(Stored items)
·····

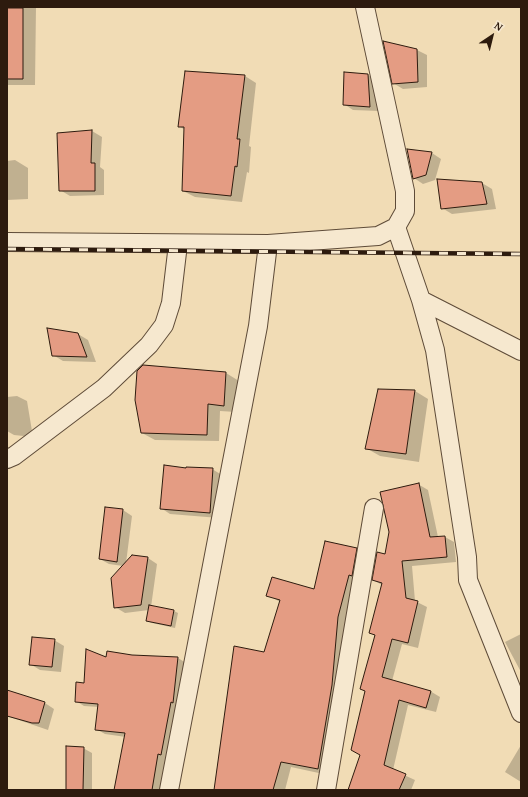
<!DOCTYPE html>
<style>
body{margin:0}
#map{position:relative;width:528px;height:797px;overflow:hidden;background:#f1dcb5;font-family:"Gentium Book Plus",serif}
canvas{display:block}
.frame{position:absolute;inset:0;border:8px solid #2d1b0e;pointer-events:none}
.north{position:absolute;left:472px;top:16px;width:40px;height:40px;-webkit-text-stroke:3px #f6e8cf;paint-order:stroke;rotate:35deg;font-size:11px;font-weight:700;line-height:16px;text-align:center;color:#2d1b0e}
.north::after{content:'';display:block;margin:auto;width:14px;height:18px;background:#2d1b0e;clip-path:polygon(50% 0,100% 100%,50% 72%,0 100%)}
</style>
<div id="map">
<canvas width="528" height="797"></canvas>
<div class="frame"></div>
<div class="north">N</div>
</div>
<script>
const ctx = document.querySelector('canvas').getContext('2d');
ctx.lineJoin = 'round';
function fillPath(path, color) {
  ctx.fillStyle = color;
  ctx.fill(path, 'evenodd');
}
function toPath(rows) {
  const path = new Path2D();
  for (const r of rows) {
    path.moveTo(r[0], r[1]);
    for (let i = 2; i < r.length; i += 2) path.lineTo(r[i], r[i + 1]);
  }
  return path;
}
function stroke(path, color, width, dash) {
  ctx.strokeStyle = color;
  ctx.lineWidth = width;
  ctx.lineCap = dash ? 'butt' : 'round';
  ctx.setLineDash(dash || []);
  ctx.stroke(path);
}
const shadow = toPath([
 [7,7,36,7,35,85,7,85],
 [384,42,417,50,427,55,427,87,403,89,393,83],
 [345,73,368,75,378,80,379,111,353,110,344,104],
 [245,76,256,83,249,146,251,147,249,173,247,172,242,202,195,197,183,191,185,130,179,126],
 [92,131,102,137,100,167,104,170,104,195,70,196,60,190,59,134],
 [408,151,432,153,441,159,435,180,423,184,414,178],
 [15,160,28,168,28,199,7,200,7,161],
 [482,183,492,189,496,209,452,214,442,208],
 [78,334,88,340,96,362,63,361,53,355],
 [143,366,226,373,239,381,236,412,220,411,219,441,155,440,142,433],
 [415,391,428,399,419,462,380,456,366,448],
 [17,396,27,401,33,437,14,435,7,431,7,397],
 [212,469,222,475,219,518,170,514,161,508],
 [418,484,428,490,438,537,445,537,454,542,456,562,412,566,415,601,427,607,418,648,402,644,392,681,430,691,440,697,436,712,408,705,393,770,415,780,411,790,349,790,361,755,366,691,361,689,376,636,370,633,382,585,373,580],
 [123,510,132,516,126,563,132,556,148,558,157,564,151,607,174,611,178,613,175,628,152,623,147,621,149,610,125,613,115,607,123,566,109,564,100,559],
 [356,548,367,555,328,775,291,767,285,790,215,790,265,653,280,602,268,595,315,591],
 [521,634,521,672,505,642],
 [54,640,64,646,61,672,40,670,30,664],
 [132,656,178,658,186,663,162,790,115,790,116,777,117,777,126,737,105,734,96,729,99,707,84,706,76,701,85,684,106,659],
 [10,692,45,703,54,709,48,730,7,716,7,702],
 [521,745,521,782,505,772],
 [83,748,92,753,92,790,67,790]
]);
const building = toPath([
 [7,8,23,8,23,79,7,79,7,8],
 [383,41,417,49,418,82,392,84,383,41],
 [185,71,245,75,237,139,240,139,237,167,235,166,231,196,182,191,184,127,178,127,185,71],
 [344,72,368,74,370,107,343,105,344,72],
 [92,130,91,163,95,163,95,191,59,191,57,133,92,130],
 [407,149,432,152,426,175,413,179,407,149],
 [437,179,482,182,487,204,441,209,437,179],
 [47,328,78,333,87,357,52,356,47,328],
 [143,365,226,372,224,406,208,404,207,435,141,433,135,400,137,371,143,365],
 [378,389,415,390,406,454,365,449,378,389],
 [164,465,186,468,186,467,213,468,210,513,160,509,164,465],
 [419,483,430,537,445,536,447,557,402,561,406,598,418,601,408,643,392,639,382,677,431,691,426,708,399,700,384,765,406,774,399,790,348,790,360,755,351,750,365,691,360,689,375,635,369,633,382,583,372,580,377,552,385,554,389,532,380,492,419,483],
 [105,507,123,509,117,562,99,559,105,507],
 [325,541,357,548,352,576,349,575,338,617,332,685,318,769,281,762,273,790,214,790,234,646,264,652,280,600,266,596,272,577,314,589,325,541],
 [132,555,148,557,141,605,114,608,111,578,132,555],
 [149,605,174,610,171,626,146,621,149,605],
 [32,637,55,639,52,667,29,665,32,637],
 [86,649,106,657,107,651,132,655,178,657,173,703,171,702,161,755,158,754,152,790,114,790,125,733,95,730,98,704,75,702,76,682,84,683,86,649],
 [7,690,45,702,39,723,32,723,7,716,7,690],
 [66,746,84,747,83,790,66,790,66,746]
]);
const minor = toPath([
 [396,227,421,300,435,350,467,557,468,580,521,713],
 [7,242,268,244,378,236,396,227,405,211,405,191,365,7],
 [421,300,521,351],
 [7,459,14,456,104,388,149,345,164,325,171,303,178,244],
 [169,790,258,326,268,244],
 [326,790,374,508]
]);
const rail = toPath([
 [7,249,521,254]
]);
fillPath(shadow, '#0003');
fillPath(building, '#e49c83');
stroke(building, '#2d1b0e', 1);
stroke(minor, '#5e4b38', 20);
stroke(minor, '#f6e8cf', 18);
stroke(rail, '#2d1b0e', 4.5);
stroke(rail, '#f6e8cf', 3, [9]);
</script>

·····

Exercise details: Show the lines in the entries above that include the string "building".

Result:
const building = toPath([
fillPath(building, '#e49c83');
stroke(building, '#2d1b0e', 1);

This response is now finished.